Exercise goal: From the listing below, reproduce word for word the part that opens with the line containing "margin:0; padding:0; list-style:none" and closes with the line containing "text-anchor:middle; dominant-baseline:central; stroke-width:6;"; reproduce nothing else.
[Dataset records — start]
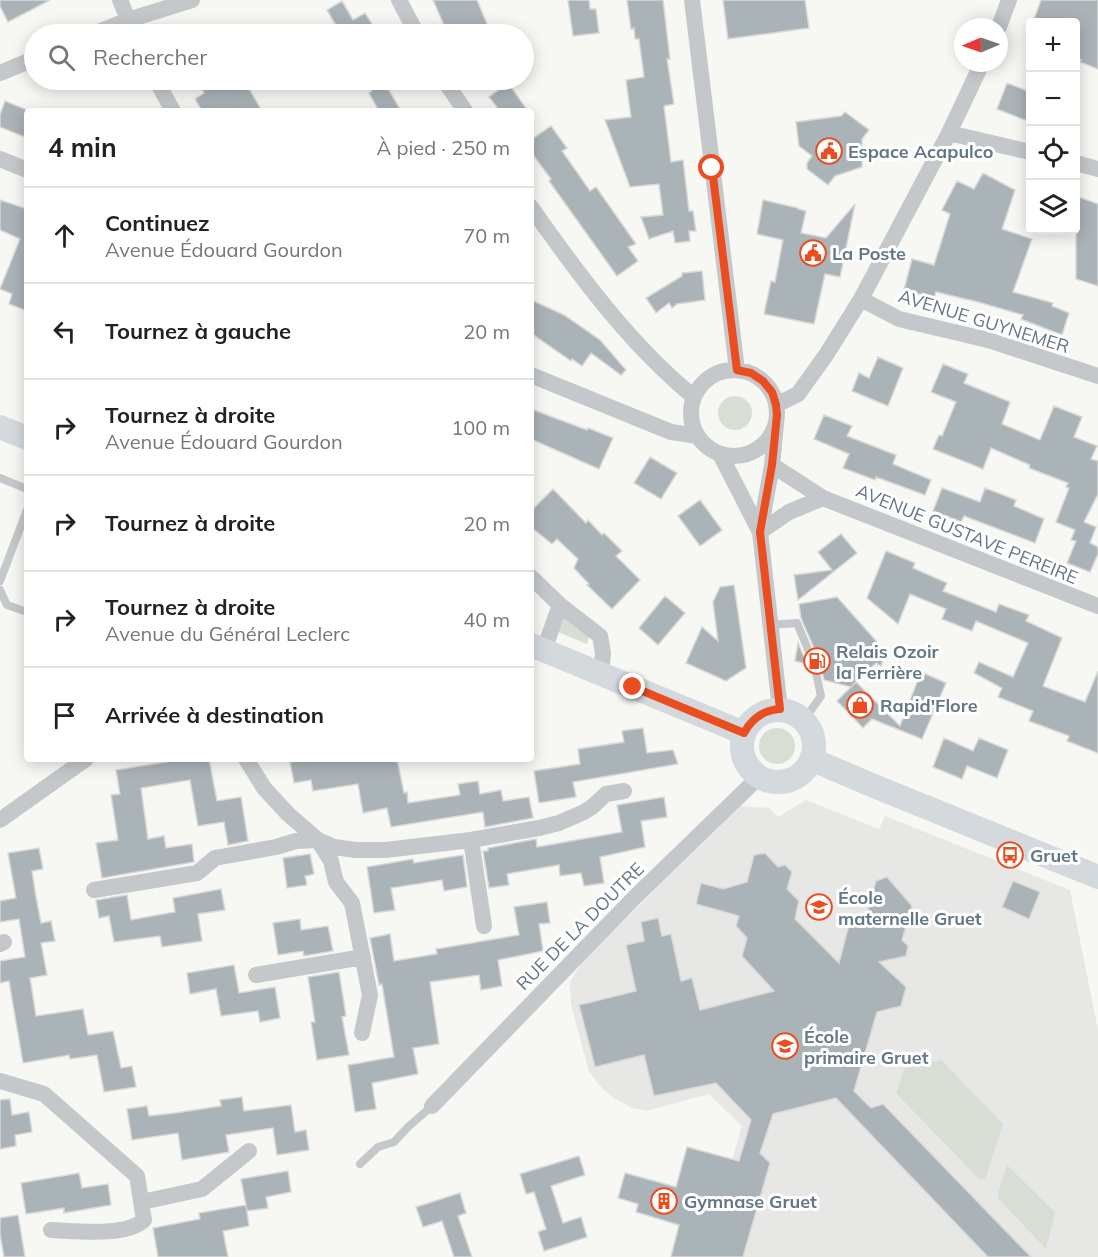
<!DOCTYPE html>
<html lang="fr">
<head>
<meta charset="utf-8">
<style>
	:root { --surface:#fff; --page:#f2f2f2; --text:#222; --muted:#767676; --line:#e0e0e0 }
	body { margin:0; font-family:Mulish,sans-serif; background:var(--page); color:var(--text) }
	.controls { position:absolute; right:18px; top:18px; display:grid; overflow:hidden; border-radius:6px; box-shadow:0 3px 15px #0003 }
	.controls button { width:54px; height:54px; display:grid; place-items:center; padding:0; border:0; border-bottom:2px solid var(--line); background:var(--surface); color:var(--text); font:30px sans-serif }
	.compass { position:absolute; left:954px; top:18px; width:54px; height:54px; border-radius:50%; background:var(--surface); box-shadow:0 3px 15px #0003; rotate:268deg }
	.stop { position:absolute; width:18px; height:18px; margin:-14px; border:4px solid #ea4d1f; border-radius:50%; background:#fff }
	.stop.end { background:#ea4d1f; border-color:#fff; box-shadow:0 2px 6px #0008 }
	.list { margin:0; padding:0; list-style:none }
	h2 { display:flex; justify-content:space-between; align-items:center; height:78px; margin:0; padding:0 24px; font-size:26px }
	h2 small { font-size:20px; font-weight:400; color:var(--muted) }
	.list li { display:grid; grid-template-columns:39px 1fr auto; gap:18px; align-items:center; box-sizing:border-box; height:96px; padding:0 24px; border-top:2px solid var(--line) }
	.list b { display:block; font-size:22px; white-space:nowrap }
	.list p { margin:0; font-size:20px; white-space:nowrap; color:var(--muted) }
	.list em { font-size:20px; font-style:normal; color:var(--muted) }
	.icon { flex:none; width:33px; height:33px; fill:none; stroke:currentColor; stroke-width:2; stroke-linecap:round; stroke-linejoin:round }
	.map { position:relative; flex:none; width:1098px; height:1257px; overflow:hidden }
	.search { position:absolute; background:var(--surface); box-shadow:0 3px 15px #0003; left:24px; top:24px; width:510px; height:66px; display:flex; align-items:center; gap:15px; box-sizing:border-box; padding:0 21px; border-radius:33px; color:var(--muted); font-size:22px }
	.panel { position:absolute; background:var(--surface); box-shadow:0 3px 15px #0003; left:24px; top:108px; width:510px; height:654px; border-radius:6px }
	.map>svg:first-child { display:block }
	.built { fill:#e7e8e6 }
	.green { fill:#d8ded4 }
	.building { fill:#aab3b8; stroke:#d8d8d6; stroke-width:1.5 }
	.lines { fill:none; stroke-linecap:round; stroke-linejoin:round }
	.lane { stroke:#c4c8cb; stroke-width:8 }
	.street { stroke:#c4c8cb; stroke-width:16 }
	.secondary { stroke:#d4d9dd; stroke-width:24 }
	.route { stroke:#ea4d1f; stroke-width:8 }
	.labels { text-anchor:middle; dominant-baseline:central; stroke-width:6; stroke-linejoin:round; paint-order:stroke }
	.poi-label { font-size:18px; font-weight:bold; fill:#647785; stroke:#fff; text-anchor:start }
	.street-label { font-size:18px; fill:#647785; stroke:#fff }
</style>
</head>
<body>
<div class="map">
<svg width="1098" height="1257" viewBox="0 0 1098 1257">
	<rect width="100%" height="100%" fill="#f7f7f3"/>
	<path class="built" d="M806 800 879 829 885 816 1070 890 1098 1030V1257H703L742 1126 709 1094 646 1111 632 1108 614 1098 602 1088 589 1072 571 1004 570 982 584 959 741 806 769 808 778 817Z"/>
	<path class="green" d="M718 413a17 17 0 1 1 34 0a17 17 0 1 1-34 0Z
		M564 619H570L589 637 587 644 558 632Z
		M759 746a18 18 0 1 1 36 0a18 18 0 1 1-36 0Z
		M941 1060 1003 1124 985 1180 979 1179 896 1093 905 1068Z
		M1007 1165 1055 1212 1046 1249 998 1198V1192Z"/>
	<path class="building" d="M0 0H50L8 22 0 6Z
		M433 0H477L489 29 482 34H451L444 25Z
		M568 0H589L590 9H596L599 33 573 36Z
		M627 0H663L670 59H667L674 104 664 106 671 162 683 160 689 211H693L696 231H689L690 241 675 243 673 231 649 239 641 217 663 215 659 184 630 187 605 120 631 117 626 80 644 77 639 39H635L634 28 631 29Z
		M723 0H805L809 28 728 39Z
		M1041 0H1098V69L1080 62 1081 60 1076 58V22H1033Z
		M342 1 353 20 365 13 378 34H328L338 29 327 10Z
		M208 80H244L262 111H202L195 99 204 93 199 84Z
		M366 80H383L401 111H379L369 93 372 91Z
		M508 83 528 111H500L489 97Z
		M1007 83 1030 92V122L997 109Z
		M5 101 27 110V138L0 127V115Z
		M845 112 869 130 862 139V167L835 176 828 185 807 169V163L812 156 799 146 796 122 841 116Z
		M551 126 567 148 562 151 590 191 596 187 636 244 628 247 638 261 617 276 549 181 551 179 531 152V140Z
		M983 173 1015 190 1002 229 1032 239 1013 292 1053 303 1052 306 1069 313 1062 335 1021 319 1023 315 978 302 936 292 934 298 904 290 912 259 934 265 950 214 942 210 957 181 974 189Z
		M1076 196 1098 204V286L1076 279Z
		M0 200 27 209V311L9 304 12 294 0 289 20 239 0 230Z
		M763 200 798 208V209L806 211 801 233 826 238 855 204 840 277 825 274 814 324 764 314 771 281 775 282 783 240 757 234Z
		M702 271 705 300 677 304 672 308 669 303 656 313 646 298 682 276V273Z
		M531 300 564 315 600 340 626 370 621 375 591 353 582 366 572 359 571 361 531 333Z
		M878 357 903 368 888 406 852 391 859 373 869 378Z
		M943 364 968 374 964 383 1010 402 1002 424 1040 440 1054 406 1082 417 1074 437 1097 446 1091 459 1098 461V494L1084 522 1096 527 1090 543 1098 547V554L1090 572 1067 563 1076 541 1071 540 1075 530 1056 522 1069 488 1066 487 1068 483 1029 468 1030 465 991 448 983 469 933 449 939 435 942 436 956 402 931 392Z
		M531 409 587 430 588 428 613 438 599 469 531 439Z
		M824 415 852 426 847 436 896 455 893 464 931 480 925 495 876 477 875 480 843 468 849 454 814 439Z
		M650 457 677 473 661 499 634 483Z
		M942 488 980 502 985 488 1016 500 1014 506 1044 519 1035 543 964 516 961 522 933 511Z
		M553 489 586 523 588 520 602 535 604 533 622 551 616 556 640 580 612 609 587 585 589 584 574 568 578 559 557 539 552 544 531 527V511Z
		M700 500 722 530 700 546 678 516Z
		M841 534 857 553 798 600 794 575 832 570 818 552Z
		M886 551 915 563 913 568 947 583 943 591 996 612 999 604 1029 615 1026 621 1062 638 1043 686 1085 702 1098 671V753L1067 741 1069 736 1029 721 1033 711 998 697 1002 688 974 673 979 662 1013 677 1028 643 976 621 972 631 942 619 946 609 910 594 898 624 867 598Z
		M734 585 746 668 726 681 686 663 702 627 718 641 713 602 720 587Z
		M665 596 685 613 658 645 639 628Z
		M837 597 886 652 881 666 876 663 851 687 824 680 820 662 801 618 799 604Z
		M798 643 807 664 795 661Z
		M921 672 946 683 922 739 872 719 863 728 837 701 856 682 900 726Z
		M643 728 647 753 673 750 678 764 573 782 576 797 539 803 534 771 580 764 578 749 624 742 622 731Z
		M944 738 973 751 979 738 1008 750 997 778 967 766 962 779 933 767Z
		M185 759H209L217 801 241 797 248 841 228 845 224 822 198 826 190 780 141 788 148 839 164 836 166 848 192 844 194 862 102 878 96 843 118 840 111 795 120 794 116 770Z
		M309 759H397L404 793 407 792 408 803 460 795 458 784 478 781 480 794 501 790 503 801 529 797 533 818 485 827 483 812 391 827 387 808 363 813 358 784 313 791 311 780 294 783 290 762Z
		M664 797 667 817 641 821 645 847 600 857 604 883 584 886 581 873 560 876 559 865 507 874 509 885 489 888 483 851H488V848L536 839 537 847 622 832 617 805Z
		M39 848 43 869 32 871 36 897 41 923 51 921 55 941 41 943 47 975 30 978 36 1016 83 1009 88 1035 113 1031 121 1068 132 1066 136 1087 104 1092 97 1055 70 1059 69 1055 23 1063 9 981 0 983V961L25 957 19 919 0 922V901L16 898 8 853Z
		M765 853 778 867 785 865 792 872 787 889 799 901 795 919 839 963 850 921 866 917 876 881 887 877 912 906 902 940 908 946 906 956 879 962 906 987 901 1006 877 1012 854 1091 871 1108 883 1104 1031 1257H988L836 1098 773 1114 760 1153 770 1163 743 1257H671L679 1225 636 1212 638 1204 618 1198 625 1173 676 1187 687 1147 739 1161 751 1120 716 1083 654 1096 644 1055 595 1067 579 1005 636 991 626 945 644 941 641 922 658 918 662 936 671 934 681 981 692 978 700 1010 774 991 742 956 747 938 736 926 739 916 696 904 701 883 723 889 747 882 754 855Z
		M310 854 314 874 305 876 307 885 287 888 283 858Z
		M463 855 467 887 444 891 442 880 391 888 395 910 374 913 367 867 413 859 414 863Z
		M1013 881 1040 892 1029 919 1002 907Z
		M221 889 225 910 198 914 202 941 162 947 160 936 114 942 109 916 99 918 96 900 127 895 131 920 175 912 173 898Z
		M547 902 550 923 539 924 543 951 498 960 502 986 481 990 479 975 430 982 439 1044 413 1048 418 1074 372 1083 376 1109 355 1112 348 1065 394 1057 382 984 379 985 370 938 390 934 394 961 437 954 436 949 519 935 514 907Z
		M300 919 301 930 328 926 333 951 304 956 303 951 278 955 273 923Z
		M234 965 239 993 275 987 280 1018 260 1022 258 1011 221 1016 216 989 190 994 187 973Z
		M339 972 346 1016 342 1017 349 1055 317 1060 311 1022H315L308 977Z
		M242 1097 244 1111 291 1105 295 1132 306 1130 309 1150 277 1155 273 1128 226 1135 229 1152 182 1160 178 1133 132 1140 127 1109 147 1106 149 1116 175 1113 221 1106 220 1100Z
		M10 1099 12 1115 29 1112 32 1132 15 1135 16 1146 0 1149V1100Z
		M579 1156 585 1175 551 1186 563 1223 581 1217 587 1237 544 1251 538 1232 546 1229 534 1192 526 1194 520 1174Z
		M288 1171 291 1192 266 1197 268 1208 247 1211 241 1179Z
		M79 1173 82 1188 108 1184 111 1205 64 1213V1208L26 1214 21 1183Z
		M460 1193 466 1213 458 1216 472 1257H454L442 1221 423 1227 416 1207Z
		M246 1205 249 1226 223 1231 228 1257H158L153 1228 200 1219 199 1213Z
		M18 1215 25 1257H4L0 1234V1218Z"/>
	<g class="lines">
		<path class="lane" d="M0 478 27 489
			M0 581 27 510
			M0 590 7 605 27 612
			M771 625 797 623 814 664 821 696 804 720
			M360 1164 378 1147 394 1142 408 1127 432 1106"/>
		<path class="street" d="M120 0 134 34
			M399 0 417 34
			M692 0 737 370
			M999 27 1009 0
			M94 34 128 20 192 0
			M0 73 34 59
			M156 80 173 111
			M444 80 465 111
			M949 133 1030 152
			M0 159 27 170
			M1076 163 1098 169
			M531 207C578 274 631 346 694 397
			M861 299 899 319 988 340 1098 376
			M691 413a43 43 0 1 1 86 0a43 43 0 1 1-86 0Z
			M531 375 671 432 698 436
			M776 405 798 394 826 355 861 299 949 133 982 63
			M776 424 772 465 760 532 780 709
			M720 454 760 532
			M772 465 823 498 1098 606
			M760 532 789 512 823 498
			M531 577 560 605 600 636 603 653 601 674
			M544 650 560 605
			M246 759 264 788 288 814 318 840 331 861 336 882 352 903 370 995 362 1033
			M0 820 86 759
			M471 840 484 926
			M94 890 197 873 215 858 276 847 296 841 318 840 334 847 356 850H385L471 840 539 828 559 823 584 812 592 807 606 794 624 791
			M0 944 4 942
			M256 975 363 957
			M0 1081 44 1094 137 1176 144 1220C126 1237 76 1231 51 1230
			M432 1106 634 898 759 777
			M142 1202 202 1189 249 1151"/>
		<path class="secondary" d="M0 427 27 438
			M531 645 744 733
			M742 746a36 36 0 1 1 72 0a36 36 0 1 1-72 0Z
			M811 759 869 784 1098 877"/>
	</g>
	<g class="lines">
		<path class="route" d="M633 687 744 733C752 718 763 710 780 709L760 532 772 465 777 415 776 405 772 392 763 381 751 373 737 370 712 168"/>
	</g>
	<defs>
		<g id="civic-ring" transform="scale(1.35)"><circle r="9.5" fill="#fff" stroke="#ea4d1f" stroke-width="1.5"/><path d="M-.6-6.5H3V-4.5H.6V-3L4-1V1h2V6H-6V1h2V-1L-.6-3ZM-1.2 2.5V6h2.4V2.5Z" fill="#ea4d1f"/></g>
		<g id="fuel-ring" transform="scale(1.35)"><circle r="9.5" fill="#fff" stroke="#ea4d1f" stroke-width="1.5"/><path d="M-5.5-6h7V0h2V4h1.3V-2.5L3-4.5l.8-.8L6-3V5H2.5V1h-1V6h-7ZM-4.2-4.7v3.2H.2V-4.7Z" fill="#ea4d1f"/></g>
		<g id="shop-ring" transform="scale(1.35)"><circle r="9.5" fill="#fff" stroke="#ea4d1f" stroke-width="1.5"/><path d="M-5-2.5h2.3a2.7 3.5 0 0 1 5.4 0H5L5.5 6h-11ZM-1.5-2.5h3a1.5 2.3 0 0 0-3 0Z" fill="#ea4d1f"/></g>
		<g id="bus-ring" transform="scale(1.35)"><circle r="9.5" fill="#fff" stroke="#ea4d1f" stroke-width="1.5"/><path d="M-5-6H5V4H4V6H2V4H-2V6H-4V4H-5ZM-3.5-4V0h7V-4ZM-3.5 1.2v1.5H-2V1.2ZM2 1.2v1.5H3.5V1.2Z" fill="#ea4d1f"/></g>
		<g id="school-ring" transform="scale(1.35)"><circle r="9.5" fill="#fff" stroke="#ea4d1f" stroke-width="1.5"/><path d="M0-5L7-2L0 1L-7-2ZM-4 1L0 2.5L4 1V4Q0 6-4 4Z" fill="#ea4d1f"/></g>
		<g id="building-ring" transform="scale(1.35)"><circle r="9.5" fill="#fff" stroke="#ea4d1f" stroke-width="1.5"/><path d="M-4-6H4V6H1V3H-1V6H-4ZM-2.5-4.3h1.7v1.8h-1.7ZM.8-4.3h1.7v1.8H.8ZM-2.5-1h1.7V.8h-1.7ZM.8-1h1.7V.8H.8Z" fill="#ea4d1f"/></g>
	</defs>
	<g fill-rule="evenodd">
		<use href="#civic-ring" x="829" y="151"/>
		<use href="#civic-ring" x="813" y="253"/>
		<use href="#fuel-ring" x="817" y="661"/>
		<use href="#shop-ring" x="860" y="705"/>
		<use href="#bus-ring" x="1010" y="855"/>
		<use href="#school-ring" x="819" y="907"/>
		<use href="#school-ring" x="785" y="1046"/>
		<use href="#building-ring" x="664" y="1201"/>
	</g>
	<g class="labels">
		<g class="poi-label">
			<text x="848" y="151">Espace Acapulco</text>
			<text x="832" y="253">La Poste</text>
			<text x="836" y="651">Relais Ozoir<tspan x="836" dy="21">la Ferrière</tspan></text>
			<text x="880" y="705">Rapid'Flore</text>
			<text x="1030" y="855">Gruet</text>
			<text x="838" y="897">École<tspan x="838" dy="21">maternelle Gruet</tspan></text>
			<text x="804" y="1036">École<tspan x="804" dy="21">primaire Gruet</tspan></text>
			<text x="684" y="1201">Gymnase Gruet</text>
		</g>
		<g class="street-label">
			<text transform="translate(984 321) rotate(17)">AVENUE GUYNEMER</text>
			<text transform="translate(967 534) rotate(22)">AVENUE GUSTAVE PEREIRE</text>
			<text transform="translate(580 926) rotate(-45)">RUE DE LA DOUTRE</text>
		</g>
	</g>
</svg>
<div class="controls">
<button>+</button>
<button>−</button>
<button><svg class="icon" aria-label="locate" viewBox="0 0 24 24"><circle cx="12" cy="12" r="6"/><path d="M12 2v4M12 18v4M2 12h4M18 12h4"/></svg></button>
<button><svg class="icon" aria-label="layers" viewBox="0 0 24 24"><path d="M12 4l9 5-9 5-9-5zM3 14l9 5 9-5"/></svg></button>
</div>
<svg class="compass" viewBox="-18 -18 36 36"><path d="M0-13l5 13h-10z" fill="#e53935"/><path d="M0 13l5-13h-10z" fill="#767676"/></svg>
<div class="stop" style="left:712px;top:168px"></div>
<div class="stop end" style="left:633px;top:687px"></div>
<div class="search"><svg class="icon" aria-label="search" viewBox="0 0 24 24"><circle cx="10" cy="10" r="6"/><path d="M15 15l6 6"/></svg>Rechercher</div>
<section class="panel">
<h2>4 min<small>À pied · 250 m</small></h2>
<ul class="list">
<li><svg class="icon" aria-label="ahead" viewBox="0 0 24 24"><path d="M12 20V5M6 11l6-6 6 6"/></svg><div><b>Continuez</b><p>Avenue Édouard Gourdon</p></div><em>70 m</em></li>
<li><svg class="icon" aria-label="left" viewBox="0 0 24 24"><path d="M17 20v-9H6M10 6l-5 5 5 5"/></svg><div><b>Tournez à gauche</b></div><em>20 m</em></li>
<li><svg class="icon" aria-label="right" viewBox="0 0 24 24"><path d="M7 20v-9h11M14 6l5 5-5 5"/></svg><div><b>Tournez à droite</b><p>Avenue Édouard Gourdon</p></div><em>100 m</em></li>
<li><svg class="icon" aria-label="right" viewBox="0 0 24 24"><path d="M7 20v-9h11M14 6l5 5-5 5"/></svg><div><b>Tournez à droite</b></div><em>20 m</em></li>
<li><svg class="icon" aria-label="right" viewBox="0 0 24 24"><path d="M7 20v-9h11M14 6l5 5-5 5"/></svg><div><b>Tournez à droite</b><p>Avenue du Général Leclerc</p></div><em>40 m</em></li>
<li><svg class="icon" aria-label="arrive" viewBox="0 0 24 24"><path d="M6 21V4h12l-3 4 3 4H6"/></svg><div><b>Arrivée à destination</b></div></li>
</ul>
</section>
</div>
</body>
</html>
[Dataset records — finish]
Output for this task:
	.list { margin:0; padding:0; list-style:none }
	h2 { display:flex; justify-content:space-between; align-items:center; height:78px; margin:0; padding:0 24px; font-size:26px }
	h2 small { font-size:20px; font-weight:400; color:var(--muted) }
	.list li { display:grid; grid-template-columns:39px 1fr auto; gap:18px; align-items:center; box-sizing:border-box; height:96px; padding:0 24px; border-top:2px solid var(--line) }
	.list b { display:block; font-size:22px; white-space:nowrap }
	.list p { margin:0; font-size:20px; white-space:nowrap; color:var(--muted) }
	.list em { font-size:20px; font-style:normal; color:var(--muted) }
	.icon { flex:none; width:33px; height:33px; fill:none; stroke:currentColor; stroke-width:2; stroke-linecap:round; stroke-linejoin:round }
	.map { position:relative; flex:none; width:1098px; height:1257px; overflow:hidden }
	.search { position:absolute; background:var(--surface); box-shadow:0 3px 15px #0003; left:24px; top:24px; width:510px; height:66px; display:flex; align-items:center; gap:15px; box-sizing:border-box; padding:0 21px; border-radius:33px; color:var(--muted); font-size:22px }
	.panel { position:absolute; background:var(--surface); box-shadow:0 3px 15px #0003; left:24px; top:108px; width:510px; height:654px; border-radius:6px }
	.map>svg:first-child { display:block }
	.built { fill:#e7e8e6 }
	.green { fill:#d8ded4 }
	.building { fill:#aab3b8; stroke:#d8d8d6; stroke-width:1.5 }
	.lines { fill:none; stroke-linecap:round; stroke-linejoin:round }
	.lane { stroke:#c4c8cb; stroke-width:8 }
	.street { stroke:#c4c8cb; stroke-width:16 }
	.secondary { stroke:#d4d9dd; stroke-width:24 }
	.route { stroke:#ea4d1f; stroke-width:8 }
	.labels { text-anchor:middle; dominant-baseline:central; stroke-width:6; stroke-linejoin:round; paint-order:stroke }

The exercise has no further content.